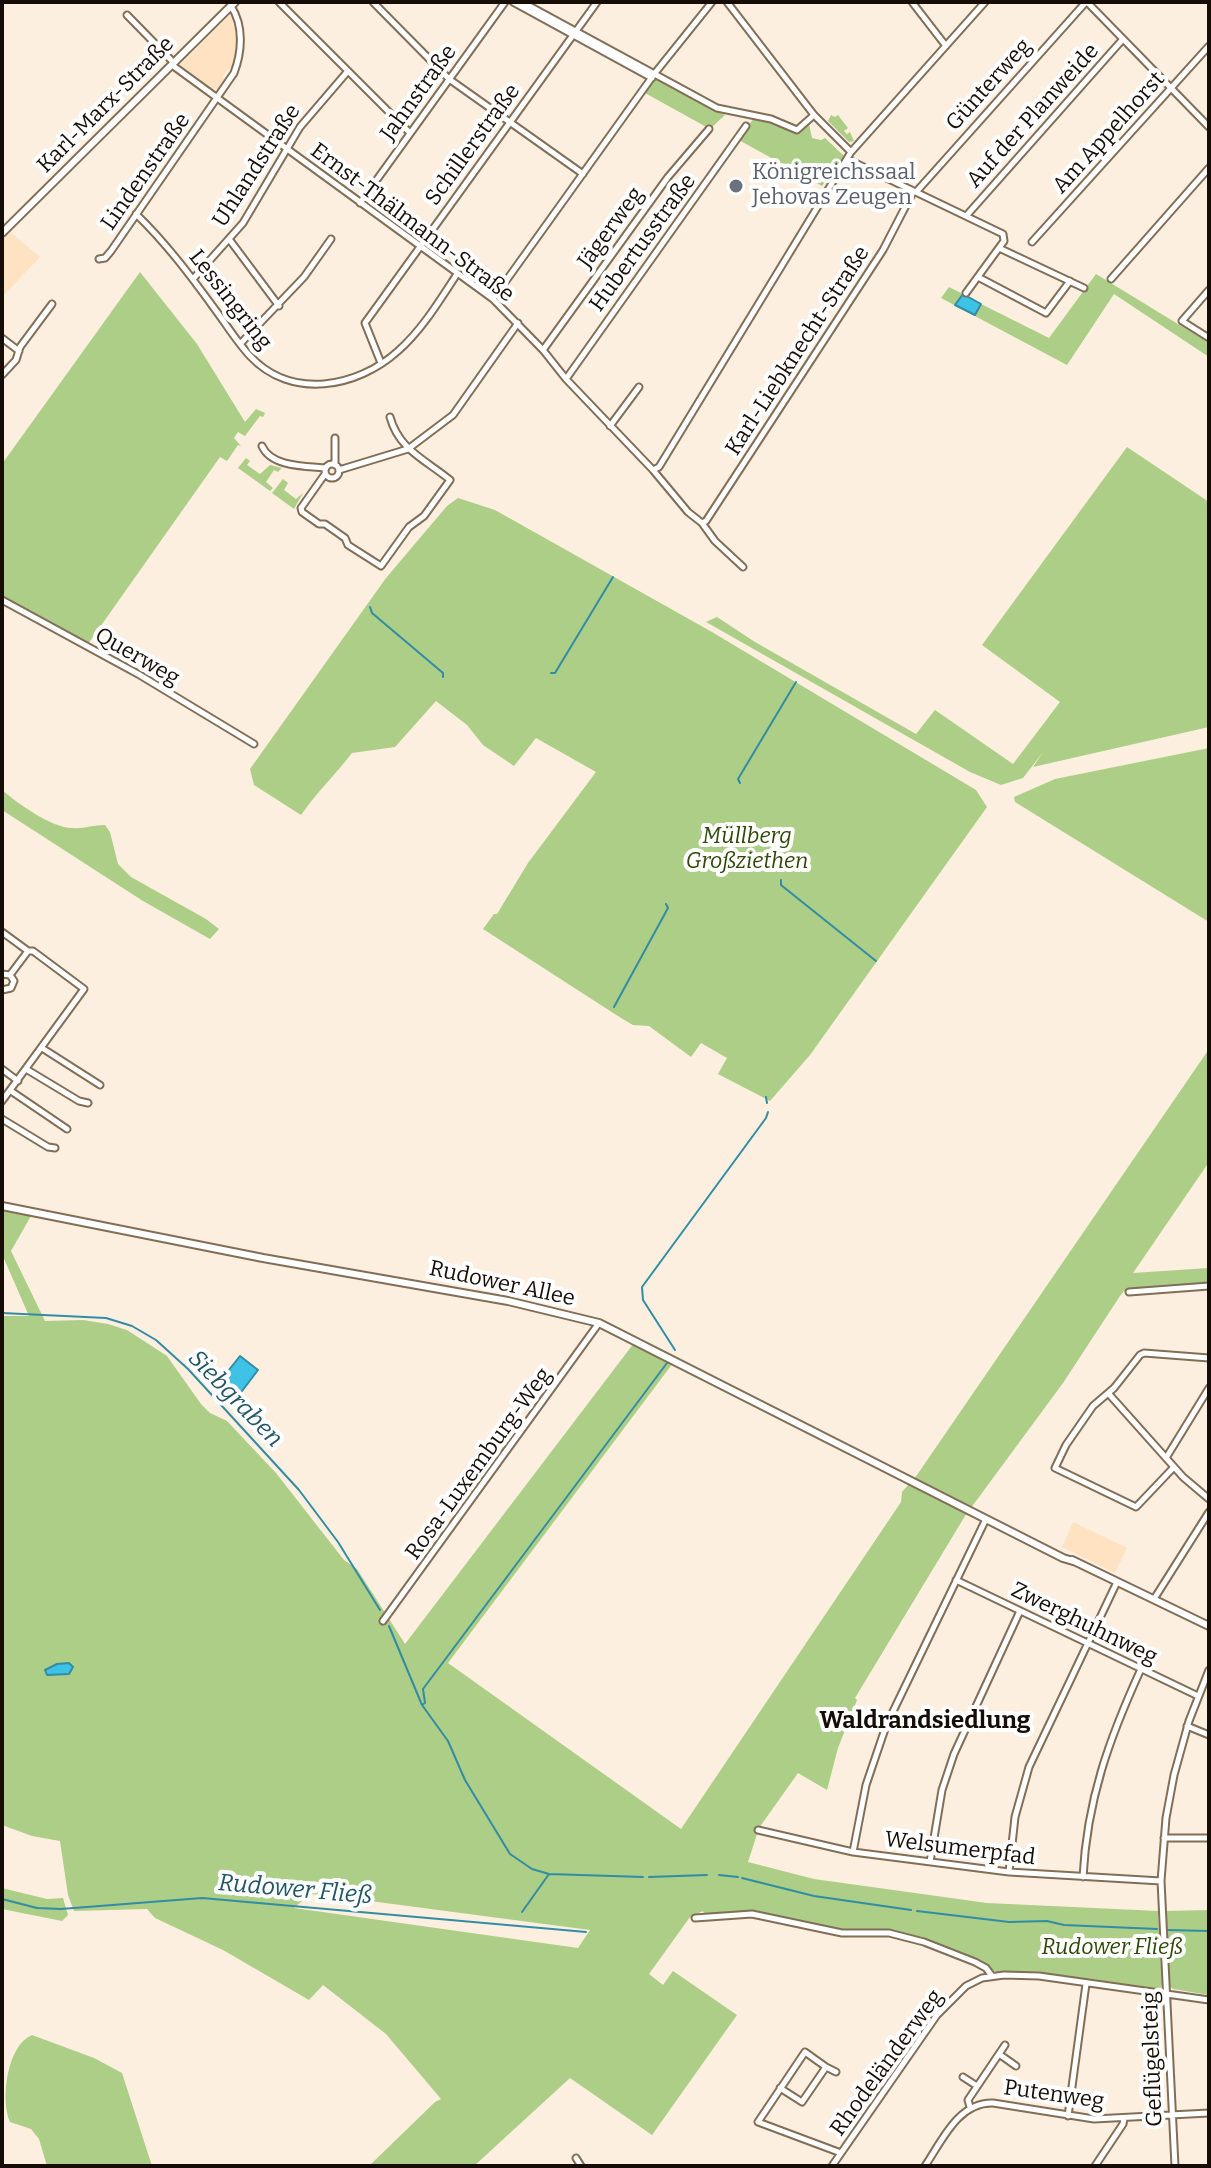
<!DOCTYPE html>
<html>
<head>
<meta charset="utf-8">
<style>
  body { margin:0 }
  #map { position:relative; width:1211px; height:2168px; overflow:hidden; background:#fcefdf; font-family:Bitter,serif }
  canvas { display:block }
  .frame { position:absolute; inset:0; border:4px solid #160e06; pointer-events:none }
</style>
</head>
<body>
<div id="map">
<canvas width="1211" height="2168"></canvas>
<div class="frame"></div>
</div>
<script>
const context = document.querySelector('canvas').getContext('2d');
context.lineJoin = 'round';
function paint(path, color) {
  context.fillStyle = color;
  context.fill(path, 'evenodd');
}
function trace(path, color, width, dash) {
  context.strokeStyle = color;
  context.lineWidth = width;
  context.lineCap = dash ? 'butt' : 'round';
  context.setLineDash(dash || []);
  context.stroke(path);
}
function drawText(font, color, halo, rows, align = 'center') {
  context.font = font + ' Bitter,serif';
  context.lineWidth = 8;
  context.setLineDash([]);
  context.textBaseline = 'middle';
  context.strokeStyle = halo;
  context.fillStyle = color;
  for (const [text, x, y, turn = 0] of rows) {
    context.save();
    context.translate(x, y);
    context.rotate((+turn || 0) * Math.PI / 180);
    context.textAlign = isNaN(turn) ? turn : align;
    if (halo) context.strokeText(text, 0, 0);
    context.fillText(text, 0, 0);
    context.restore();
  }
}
const built = new Path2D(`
  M230 15 237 35V52L232 69 229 68 222 77 227 81 218 94 214 88 212 90 180 65Z
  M10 232 40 257 2 297V240Z
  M1073 1522 1127 1548 1115 1573 1062 1547Z`);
const green = new Path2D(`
  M657 76 725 115 710 129 645 93Z
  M831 115 835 117 838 115 848 128 844 131 847 134 850 132 854 141 849 142 828 121Z
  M755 117 769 120 798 133 809 124 812 138 821 140 825 138 844 156 822 186 737 139Z
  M140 272 197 344 245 422 256 409 265 413 263 417 260 416 245 436 238 432 234 438 241 446 238 445 227 461 220 457 88 644 2 598V464Z
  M1096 274 1209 343V357L1114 294 1067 365 941 298 949 287 963 294 956 305 975 314 981 304 1049 338Z
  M1127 447 1209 502V727L1033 767 1043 752 1023 778 1001 785 970 772 706 622 717 617 755 642 916 734 935 710 1013 764 1060 702 982 645Z
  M246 458 250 461 247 465 260 474 270 465 282 468 278 472 274 470 266 482 273 488 270 491 238 468Z
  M283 479 288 483 284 490 296 499 303 493 294 509 272 493Z
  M458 498 495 510 712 632 976 790 987 807 810 1055 770 1101 718 1074 727 1058 701 1043 691 1057 649 1026 633 1025 621 1018 483 929 494 914H497L528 863 596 772 536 738 514 766 483 745 467 725 436 701 395 747 352 753C335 775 317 792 301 815L254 785 250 769 386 578 447 506Z
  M1209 748V922L1015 802 1014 797 1055 779Z
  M2 790C17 803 52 828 72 828 83 829 93 825 105 825L110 832 118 864 131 877 206 919 219 929 210 939 143 901 2 810Z
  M1209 1049V1162L1133 1273 1208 1268 1209 1285 1124 1291 1120 1296 1063 1383 965 1516 855 1698 857 1700 838 1748 827 1790 798 1773 759 1828 748 1862 814 1879 987 1903 1158 1911 1162 1985 1159 1991 1035 1974 996 1972 980 1962 914 1936 886 1929 851 1933 761 1913 747 1911 705 1916 703 1911 690 1917 649 1974 663 1985 673 1971 737 2015 652 2135 570 2078 474 2166H369L435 2102 441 2099 386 2034 323 1985 309 2000 223 1950 155 1918 147 1909 74 1911 68 1895 60 1841 32 1836 2 1825V1316H29L2 1254V1210L31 1216 11 1251 45 1321 83 1320 108 1324 127 1330 167 1356 201 1404 210 1413 227 1421 276 1473 344 1560 357 1569 405 1644 634 1343 673 1363 448 1663 681 1829 901 1502 902 1492 917 1475ZM310 1894 332 1896 590 1930 578 1948 294 1908Z
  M2 1888 47 1899 63 1898 68 1915 62 1921 2 1909Z
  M1209 1910V1995L1173 1989 1169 1986 1164 1911Z
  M32 2035 94 2058 122 2073 152 2166H47L39 2139 31 2129 10 2122C0 2100 7 2045 32 2035Z`);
const water = new Path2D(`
  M963 294 981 304 975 315 955 305Z
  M240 1356 258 1370 236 1399 217 1385Z
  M69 1663 73 1667 69 1674 47 1675 45 1670 57 1664Z`);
const stream = new Path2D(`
  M370 607 372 613 443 673V677
  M551 673H555L613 577
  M740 783 738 779 796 682
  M781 880V885L876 961
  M614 1007 668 908 666 904
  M766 1097 767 1103
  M2 1313 106 1318 132 1326 156 1340 188 1369 299 1490 338 1542 380 1610
  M675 1350 643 1300 642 1287 766 1118 768 1112
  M389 1626 422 1705 448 1741 465 1780 510 1854 532 1869 549 1874 643 1877
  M422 1705 425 1703 423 1689 667 1363
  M719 1875 738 1877
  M649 1877 707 1875
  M742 1878 814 1896 911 1910
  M2 1899 37 1908 61 1909 202 1898 586 1932
  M917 1911 1009 1922 1047 1921 1064 1925 1157 1929
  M522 1912 549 1874
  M1167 1930 1209 1931`);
const minor = new Path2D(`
  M279 2 410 133
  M373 2 449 79 583 174
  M513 2 652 78
  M522 2 717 108 771 119 797 130 814 115
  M727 2 814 115 851 152
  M912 2 946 46
  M1087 2 1209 127
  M127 15 174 63
  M172 65 493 299 543 350 566 379 653 470 688 512 702 523 715 541 743 567
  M847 159 1003 234 1004 241 966 293
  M917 191 1086 2
  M360 203 505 2
  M136 214C166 243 190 275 214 308 226 324 237 342 250 356 291 400 357 388 398 351 422 330 440 300 457 274
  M967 215 1123 39
  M229 239 279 306
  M1032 242 1209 46
  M999 248 1084 288
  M99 259 105 258 111 251 234 73C242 52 244 26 231 6
  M978 277 1046 313 1070 281
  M193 279 243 223 300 127 348 71
  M1111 279 1209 168
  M1209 290 1182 321 1209 338
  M493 299 655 73 712 2
  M2 338 19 351
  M241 343 304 277 331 239
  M543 350 668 177 709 129
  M381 363 365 323 597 2
  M2 375 16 360 20 347 52 304
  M566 379 746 126
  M610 426 639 387
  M335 438V465
  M262 446C271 467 305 466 326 468
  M325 471a7 7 0 1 1 14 0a7 7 0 1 1-14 0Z
  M339 470 408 449 453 415 518 323
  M653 470 659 467 851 152 985 2
  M325 474 301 508 302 512 319 524H325L345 538 348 545 381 566 409 527 424 516 450 480C426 460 399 450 390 417
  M702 523 706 521 883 250 913 192
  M2 600 138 674 254 744
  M2 932 28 951H33L84 989 2 1101
  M2 974 10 975 14 981 11 988 2 990
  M10 975 28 951
  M42 1048 100 1085
  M2 1069 18 1081
  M26 1069 79 1101 88 1103
  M11 1091 67 1129
  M2 1119 48 1147 55 1148
  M1129 1292 1209 1286
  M1108 1393 1183 1477 1209 1499
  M1166 1458 1209 1388
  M1174 1467 1136 1507 1055 1468 1066 1445 1093 1406 1114 1388 1140 1355 1144 1353 1209 1358
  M956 1580 1198 1696
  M1154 1599 1209 1512
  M383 1621 599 1323
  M1187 1726 1209 1735
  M758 1830 853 1852 1009 1872 1161 1881
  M1164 1838H1209
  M853 1852 866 1785 886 1726 986 1519
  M930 1862 942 1790 954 1754 1020 1611
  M1009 1872 1015 1817 1029 1767 1117 1582
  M1083 1877C1087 1800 1109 1739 1141 1669
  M695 1918 752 1914 842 1933H889L924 1942 975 1962 986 1968 992 1976
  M999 2054 1016 2066
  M826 2067 836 2072
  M963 2077 977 2086
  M780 2088 802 2102 826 2067 805 2052 758 2122 841 2153
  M970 2107 968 2100 1005 2045
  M1068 2116 1086 1984
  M576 2158 581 2166
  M832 2166 937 2015 966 1986 982 1978 1004 1975 1039 1976 1209 2000
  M925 2166C942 2141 958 2102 993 2103L1094 2119 1209 2113
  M1095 2166 1123 2124 1124 2119
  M1175 2166 1161 1881 1166 1818 1174 1775 1189 1721 1209 1670`);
const tertiary = new Path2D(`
  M2 1206 263 1258 508 1301 599 1323 1063 1558 1073 1561
  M1072 1560 1209 1626`);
const secondary = new Path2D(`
  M2 233 235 2`);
const markers = [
  [736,186,8,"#6b7280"]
];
const streetNames = [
  ["Günterweg",989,85,-48],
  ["Jahnstraße",419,93,-54],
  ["Karl-Marx-Straße",106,105,-45],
  ["Auf der Planweide",1033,116,-48],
  ["Am Appelhorst",1109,133,-48],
  ["Schillerstraße",473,145,-54],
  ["Uhlandstraße",257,166,-57],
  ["Lindenstraße",146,172,-55],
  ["Ernst-Thälmann-Straße",412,223,37],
  ["Jägerweg",611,228,-54],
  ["Hubertusstraße",643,243,-54],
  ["Lessingring",230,300,52],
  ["Karl-Liebknecht-Straße",798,351,-57],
  ["Querweg",137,657,30],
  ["Rudower Allee",502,1284,12],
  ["Rosa-Luxemburg-Weg",479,1464,-54],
  ["Zwerghuhnweg",1084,1624,26],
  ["Welsumerpfad",960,1849,7],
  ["Geflügelsteig",1153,2059,-92],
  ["Rhodeländerweg",887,2063,-54],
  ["Putenweg",1054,2095,8]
];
const worshipNames = [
  ["Königreichssaal",752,173],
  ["Jehovas Zeugen",752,198]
];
const parkNames = [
  ["Müllberg",747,837],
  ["Großziethen",747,862],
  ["Rudower Fließ",1112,1948]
];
const waterNames = [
  ["Siebgraben",235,1399,46],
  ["Rudower Fließ",295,1890,5]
];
const neighbourhoodNames = [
  ["Waldrandsiedlung",925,1721]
];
paint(built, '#fee2c2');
paint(green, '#acce86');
paint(water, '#3ec2e6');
trace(water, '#328ca3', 2);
trace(stream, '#328ca3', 2);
trace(minor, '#826e57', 9);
trace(tertiary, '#826e57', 10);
trace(secondary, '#826e57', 10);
trace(minor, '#fff', 5);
trace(tertiary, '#fff', 6);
trace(secondary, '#fff', 6);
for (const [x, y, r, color] of markers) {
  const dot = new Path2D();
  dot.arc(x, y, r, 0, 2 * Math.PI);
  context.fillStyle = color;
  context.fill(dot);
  trace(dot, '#fff', 3);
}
drawText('22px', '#160e06', '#fff', streetNames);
drawText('22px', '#5b616d', '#fff', worshipNames, 'left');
drawText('italic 22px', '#304808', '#fff', parkNames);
drawText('italic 24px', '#215665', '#fff', waterNames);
drawText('bold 24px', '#160e06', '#fff', neighbourhoodNames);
</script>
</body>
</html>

════════

_What is being asked:_
For this exercise, output exactly the lines above from the line with "context.strokeStyle = color;" to the line with "context.fillText(text, 0, 0);", counting both, and leave out the rest.

_Written answer:_
  context.strokeStyle = color;
  context.lineWidth = width;
  context.lineCap = dash ? 'butt' : 'round';
  context.setLineDash(dash || []);
  context.stroke(path);
}
function drawText(font, color, halo, rows, align = 'center') {
  context.font = font + ' Bitter,serif';
  context.lineWidth = 8;
  context.setLineDash([]);
  context.textBaseline = 'middle';
  context.strokeStyle = halo;
  context.fillStyle = color;
  for (const [text, x, y, turn = 0] of rows) {
    context.save();
    context.translate(x, y);
    context.rotate((+turn || 0) * Math.PI / 180);
    context.textAlign = isNaN(turn) ? turn : align;
    if (halo) context.strokeText(text, 0, 0);
    context.fillText(text, 0, 0);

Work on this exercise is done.